ABOUT THIS EXERCISE. Taking the listing below, restate word for word each line from the line with "M0,1321C46,1303 89,1288 139,1284L391,1277L447,1284L465,1273" to the line with "69A42 42 0 0", ends included, and stop there.

INPUT RECORDS.
^^^^^^^^

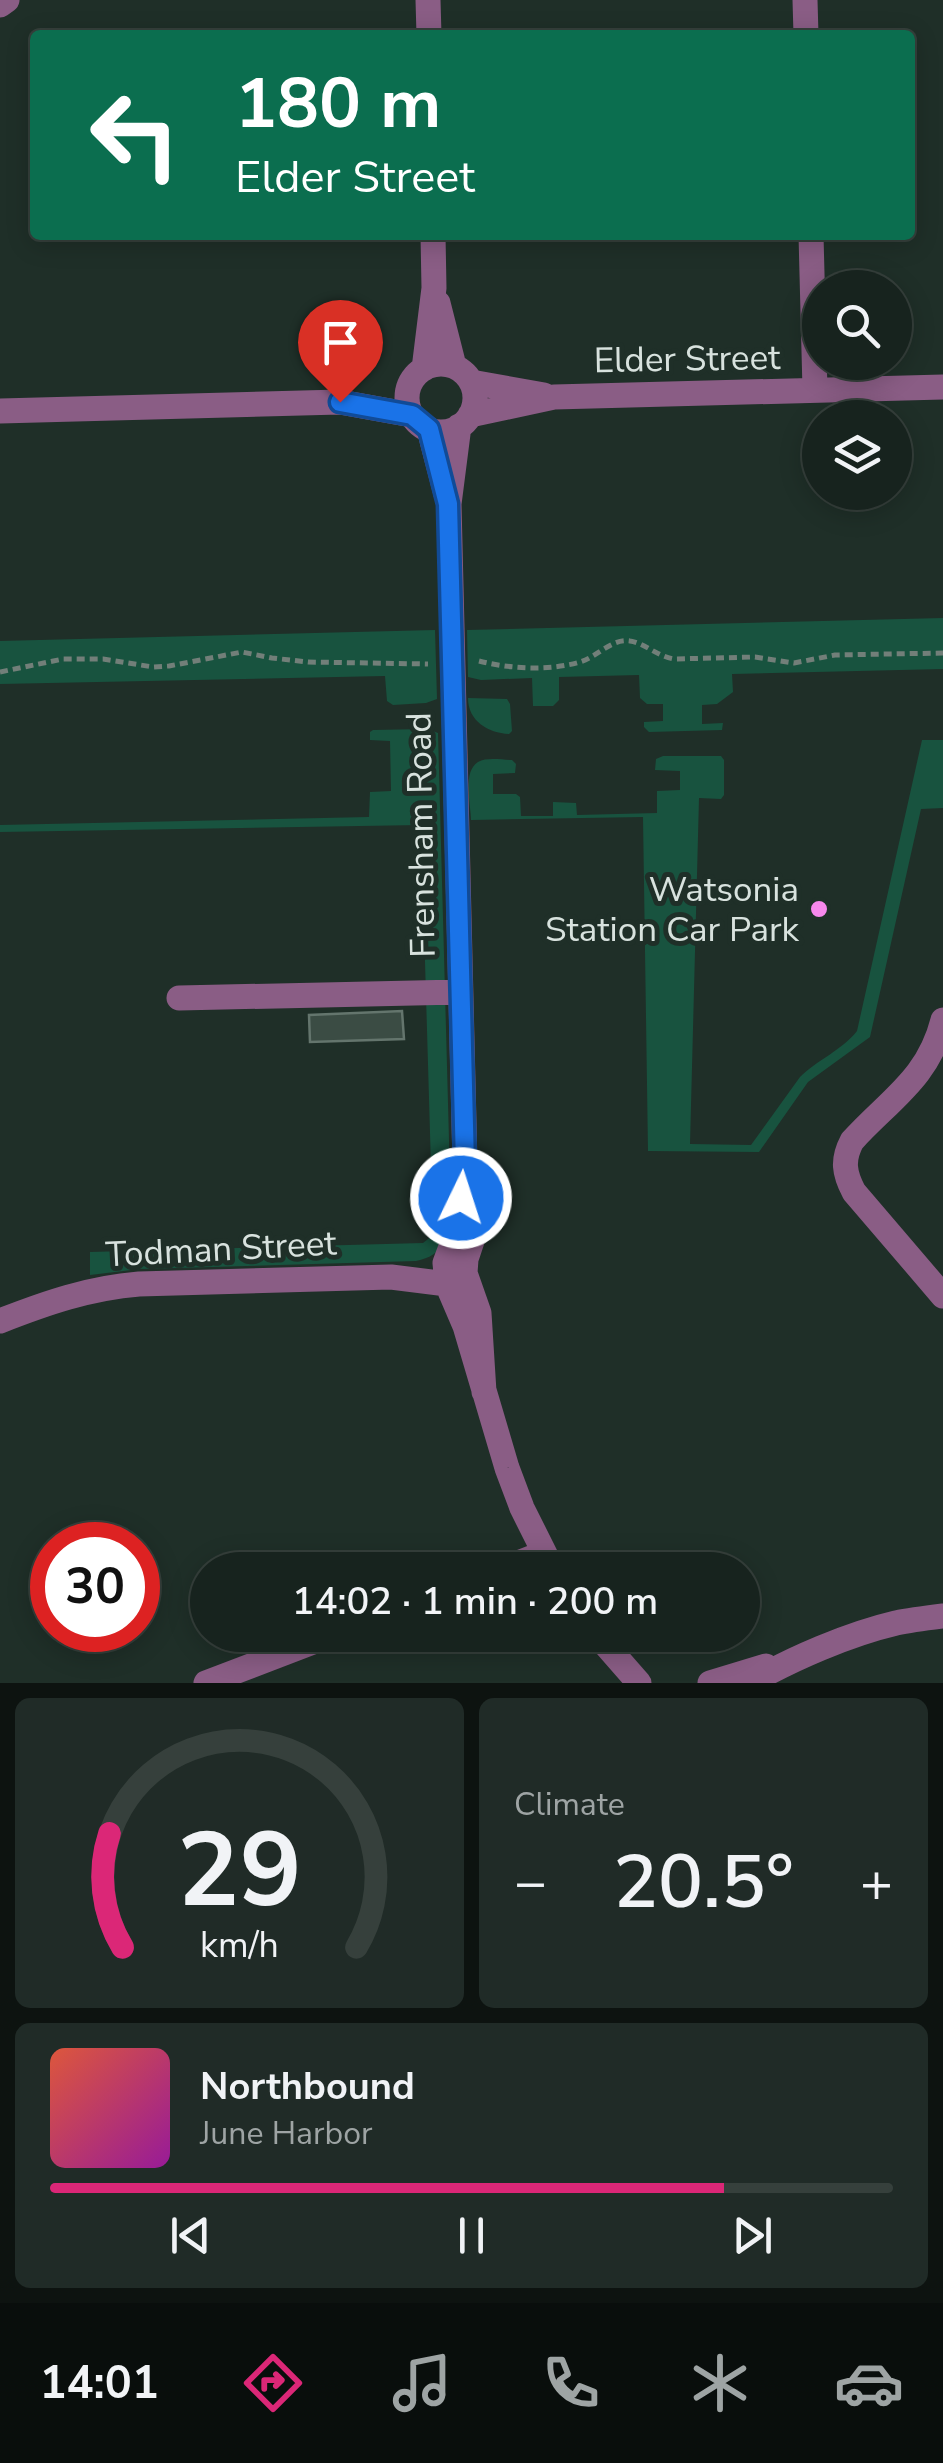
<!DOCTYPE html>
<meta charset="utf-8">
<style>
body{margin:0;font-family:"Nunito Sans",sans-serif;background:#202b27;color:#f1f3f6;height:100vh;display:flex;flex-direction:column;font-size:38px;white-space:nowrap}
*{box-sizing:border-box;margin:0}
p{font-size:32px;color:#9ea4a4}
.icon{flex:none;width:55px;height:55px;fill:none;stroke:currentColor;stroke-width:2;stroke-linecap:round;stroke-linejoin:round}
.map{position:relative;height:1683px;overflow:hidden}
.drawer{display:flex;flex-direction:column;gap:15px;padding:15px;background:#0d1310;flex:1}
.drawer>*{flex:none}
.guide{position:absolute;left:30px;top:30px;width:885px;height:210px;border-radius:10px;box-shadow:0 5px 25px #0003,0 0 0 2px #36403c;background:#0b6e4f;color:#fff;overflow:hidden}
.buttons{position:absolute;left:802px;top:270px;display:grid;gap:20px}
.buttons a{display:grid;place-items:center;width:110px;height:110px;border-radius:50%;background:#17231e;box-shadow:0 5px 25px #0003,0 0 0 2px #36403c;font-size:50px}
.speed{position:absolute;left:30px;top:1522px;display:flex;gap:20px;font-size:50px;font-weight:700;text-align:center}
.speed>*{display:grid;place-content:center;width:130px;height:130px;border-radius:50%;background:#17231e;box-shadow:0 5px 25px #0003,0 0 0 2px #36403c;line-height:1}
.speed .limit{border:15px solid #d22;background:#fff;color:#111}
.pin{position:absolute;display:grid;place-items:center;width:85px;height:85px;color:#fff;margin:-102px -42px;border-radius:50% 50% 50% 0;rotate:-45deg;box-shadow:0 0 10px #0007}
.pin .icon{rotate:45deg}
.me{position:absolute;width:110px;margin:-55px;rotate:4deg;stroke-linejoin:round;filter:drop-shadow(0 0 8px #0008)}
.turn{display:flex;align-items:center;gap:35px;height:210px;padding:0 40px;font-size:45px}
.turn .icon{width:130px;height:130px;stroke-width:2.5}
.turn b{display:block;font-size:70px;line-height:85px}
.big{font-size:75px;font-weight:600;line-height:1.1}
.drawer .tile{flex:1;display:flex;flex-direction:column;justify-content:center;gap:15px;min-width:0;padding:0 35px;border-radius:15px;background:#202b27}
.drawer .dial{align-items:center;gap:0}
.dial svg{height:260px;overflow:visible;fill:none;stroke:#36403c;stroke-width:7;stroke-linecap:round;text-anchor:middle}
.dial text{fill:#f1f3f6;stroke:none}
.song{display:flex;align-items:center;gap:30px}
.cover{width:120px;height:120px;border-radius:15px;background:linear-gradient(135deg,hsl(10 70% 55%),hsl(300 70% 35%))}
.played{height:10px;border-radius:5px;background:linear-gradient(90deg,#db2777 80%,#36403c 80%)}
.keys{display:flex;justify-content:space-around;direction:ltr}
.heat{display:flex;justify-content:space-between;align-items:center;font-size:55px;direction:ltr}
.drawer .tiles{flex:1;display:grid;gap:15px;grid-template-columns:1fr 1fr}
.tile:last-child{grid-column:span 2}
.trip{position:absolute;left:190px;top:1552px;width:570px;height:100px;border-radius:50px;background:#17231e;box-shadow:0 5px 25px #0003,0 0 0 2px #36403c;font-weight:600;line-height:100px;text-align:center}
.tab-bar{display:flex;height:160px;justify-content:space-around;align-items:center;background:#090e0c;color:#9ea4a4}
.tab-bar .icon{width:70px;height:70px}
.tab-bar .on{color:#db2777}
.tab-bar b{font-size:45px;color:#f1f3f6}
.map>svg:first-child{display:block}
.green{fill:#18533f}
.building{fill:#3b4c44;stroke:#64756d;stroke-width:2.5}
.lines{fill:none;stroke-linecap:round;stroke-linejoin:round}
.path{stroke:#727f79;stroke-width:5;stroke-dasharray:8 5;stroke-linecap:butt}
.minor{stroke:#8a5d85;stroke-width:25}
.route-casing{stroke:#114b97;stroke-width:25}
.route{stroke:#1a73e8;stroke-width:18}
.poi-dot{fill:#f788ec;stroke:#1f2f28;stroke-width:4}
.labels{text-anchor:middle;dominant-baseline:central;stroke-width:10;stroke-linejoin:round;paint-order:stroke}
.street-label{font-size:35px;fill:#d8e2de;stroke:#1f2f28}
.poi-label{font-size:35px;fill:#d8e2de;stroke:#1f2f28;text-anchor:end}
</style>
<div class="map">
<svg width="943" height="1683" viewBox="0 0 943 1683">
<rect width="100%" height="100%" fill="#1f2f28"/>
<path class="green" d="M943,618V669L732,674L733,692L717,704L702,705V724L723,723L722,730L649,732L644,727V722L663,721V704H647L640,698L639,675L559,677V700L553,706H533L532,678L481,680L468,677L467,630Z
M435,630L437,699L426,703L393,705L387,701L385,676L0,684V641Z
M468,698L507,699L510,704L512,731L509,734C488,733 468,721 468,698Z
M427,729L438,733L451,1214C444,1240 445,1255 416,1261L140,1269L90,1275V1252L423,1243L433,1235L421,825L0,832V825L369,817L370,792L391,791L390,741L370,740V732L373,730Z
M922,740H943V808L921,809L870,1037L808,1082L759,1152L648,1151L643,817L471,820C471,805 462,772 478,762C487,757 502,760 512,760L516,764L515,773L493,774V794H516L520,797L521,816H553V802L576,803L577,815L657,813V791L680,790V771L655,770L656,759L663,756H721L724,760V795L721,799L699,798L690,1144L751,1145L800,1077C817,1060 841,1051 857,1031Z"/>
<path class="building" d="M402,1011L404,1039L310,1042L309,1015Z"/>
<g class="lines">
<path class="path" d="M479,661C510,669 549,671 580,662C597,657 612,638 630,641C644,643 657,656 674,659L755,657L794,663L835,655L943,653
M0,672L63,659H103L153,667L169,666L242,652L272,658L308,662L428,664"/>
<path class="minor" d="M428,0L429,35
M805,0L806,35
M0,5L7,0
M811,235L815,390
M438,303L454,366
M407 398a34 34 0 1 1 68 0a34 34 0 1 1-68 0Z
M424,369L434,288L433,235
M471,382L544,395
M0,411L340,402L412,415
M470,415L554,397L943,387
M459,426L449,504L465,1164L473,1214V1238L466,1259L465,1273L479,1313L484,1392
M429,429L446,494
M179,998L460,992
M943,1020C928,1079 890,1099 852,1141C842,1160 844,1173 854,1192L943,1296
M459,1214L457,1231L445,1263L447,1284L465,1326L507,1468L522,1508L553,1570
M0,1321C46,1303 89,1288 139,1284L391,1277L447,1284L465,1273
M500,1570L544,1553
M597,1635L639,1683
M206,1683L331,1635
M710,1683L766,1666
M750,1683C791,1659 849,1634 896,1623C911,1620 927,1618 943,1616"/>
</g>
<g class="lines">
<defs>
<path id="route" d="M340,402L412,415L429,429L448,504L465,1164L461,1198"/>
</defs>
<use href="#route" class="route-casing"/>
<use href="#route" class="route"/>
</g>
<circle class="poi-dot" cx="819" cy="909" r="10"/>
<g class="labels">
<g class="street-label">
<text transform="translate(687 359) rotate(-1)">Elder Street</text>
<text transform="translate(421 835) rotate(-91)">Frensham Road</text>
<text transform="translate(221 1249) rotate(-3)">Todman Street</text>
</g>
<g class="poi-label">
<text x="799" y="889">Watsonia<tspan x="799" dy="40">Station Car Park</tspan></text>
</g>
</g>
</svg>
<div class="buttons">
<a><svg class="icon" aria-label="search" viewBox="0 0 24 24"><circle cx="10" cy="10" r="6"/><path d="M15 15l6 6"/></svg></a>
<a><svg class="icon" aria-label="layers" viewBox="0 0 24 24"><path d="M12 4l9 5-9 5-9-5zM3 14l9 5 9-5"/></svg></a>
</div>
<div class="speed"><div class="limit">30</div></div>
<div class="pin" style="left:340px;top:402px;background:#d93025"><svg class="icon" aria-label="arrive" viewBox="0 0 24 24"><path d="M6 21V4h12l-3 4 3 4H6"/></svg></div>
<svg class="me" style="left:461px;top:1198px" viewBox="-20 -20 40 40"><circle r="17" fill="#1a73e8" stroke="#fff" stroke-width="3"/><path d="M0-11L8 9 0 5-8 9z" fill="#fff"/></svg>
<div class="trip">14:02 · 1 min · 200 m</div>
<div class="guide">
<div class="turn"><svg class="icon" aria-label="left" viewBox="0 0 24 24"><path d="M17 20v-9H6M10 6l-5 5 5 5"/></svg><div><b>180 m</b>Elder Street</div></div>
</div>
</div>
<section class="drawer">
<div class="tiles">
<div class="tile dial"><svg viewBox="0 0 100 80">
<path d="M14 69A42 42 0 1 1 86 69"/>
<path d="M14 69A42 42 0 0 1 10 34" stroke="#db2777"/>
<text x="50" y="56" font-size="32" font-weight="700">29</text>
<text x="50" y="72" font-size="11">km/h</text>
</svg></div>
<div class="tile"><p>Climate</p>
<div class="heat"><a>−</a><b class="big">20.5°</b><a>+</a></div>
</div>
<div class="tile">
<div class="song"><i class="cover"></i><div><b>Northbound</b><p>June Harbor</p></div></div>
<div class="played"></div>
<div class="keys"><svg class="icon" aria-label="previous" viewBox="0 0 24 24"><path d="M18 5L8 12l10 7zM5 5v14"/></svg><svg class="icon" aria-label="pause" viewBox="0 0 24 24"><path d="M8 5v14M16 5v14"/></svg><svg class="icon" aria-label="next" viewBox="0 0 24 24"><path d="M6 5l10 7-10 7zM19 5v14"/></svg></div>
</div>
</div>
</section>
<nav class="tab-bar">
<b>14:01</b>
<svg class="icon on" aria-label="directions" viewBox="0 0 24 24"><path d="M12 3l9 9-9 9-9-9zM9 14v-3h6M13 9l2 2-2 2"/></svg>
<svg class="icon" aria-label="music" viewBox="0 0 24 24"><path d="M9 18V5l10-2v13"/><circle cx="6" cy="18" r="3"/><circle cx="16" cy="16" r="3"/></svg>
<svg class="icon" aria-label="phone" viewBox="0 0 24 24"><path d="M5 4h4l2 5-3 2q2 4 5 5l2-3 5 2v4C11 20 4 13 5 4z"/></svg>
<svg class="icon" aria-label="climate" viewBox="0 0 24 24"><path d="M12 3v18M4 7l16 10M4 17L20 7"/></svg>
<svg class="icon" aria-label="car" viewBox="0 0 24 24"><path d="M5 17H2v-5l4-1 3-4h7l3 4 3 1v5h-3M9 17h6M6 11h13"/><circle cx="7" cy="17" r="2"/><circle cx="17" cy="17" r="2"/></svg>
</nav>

^^^^^^^^

RESULT FOR THIS TASK.
M0,1321C46,1303 89,1288 139,1284L391,1277L447,1284L465,1273
M500,1570L544,1553
M597,1635L639,1683
M206,1683L331,1635
M710,1683L766,1666
M750,1683C791,1659 849,1634 896,1623C911,1620 927,1618 943,1616"/>
</g>
<g class="lines">
<defs>
<path id="route" d="M340,402L412,415L429,429L448,504L465,1164L461,1198"/>
</defs>
<use href="#route" class="route-casing"/>
<use href="#route" class="route"/>
</g>
<circle class="poi-dot" cx="819" cy="909" r="10"/>
<g class="labels">
<g class="street-label">
<text transform="translate(687 359) rotate(-1)">Elder Street</text>
<text transform="translate(421 835) rotate(-91)">Frensham Road</text>
<text transform="translate(221 1249) rotate(-3)">Todman Street</text>
</g>
<g class="poi-label">
<text x="799" y="889">Watsonia<tspan x="799" dy="40">Station Car Park</tspan></text>
</g>
</g>
</svg>
<div class="buttons">
<a><svg class="icon" aria-label="search" viewBox="0 0 24 24"><circle cx="10" cy="10" r="6"/><path d="M15 15l6 6"/></svg></a>
<a><svg class="icon" aria-label="layers" viewBox="0 0 24 24"><path d="M12 4l9 5-9 5-9-5zM3 14l9 5 9-5"/></svg></a>
</div>
<div class="speed"><div class="limit">30</div></div>
<div class="pin" style="left:340px;top:402px;background:#d93025"><svg class="icon" aria-label="arrive" viewBox="0 0 24 24"><path d="M6 21V4h12l-3 4 3 4H6"/></svg></div>
<svg class="me" style="left:461px;top:1198px" viewBox="-20 -20 40 40"><circle r="17" fill="#1a73e8" stroke="#fff" stroke-width="3"/><path d="M0-11L8 9 0 5-8 9z" fill="#fff"/></svg>
<div class="trip">14:02 · 1 min · 200 m</div>
<div class="guide">
<div class="turn"><svg class="icon" aria-label="left" viewBox="0 0 24 24"><path d="M17 20v-9H6M10 6l-5 5 5 5"/></svg><div><b>180 m</b>Elder Street</div></div>
</div>
</div>
<section class="drawer">
<div class="tiles">
<div class="tile dial"><svg viewBox="0 0 100 80">
<path d="M14 69A42 42 0 1 1 86 69"/>
<path d="M14 69A42 42 0 0 1 10 34" stroke="#db2777"/>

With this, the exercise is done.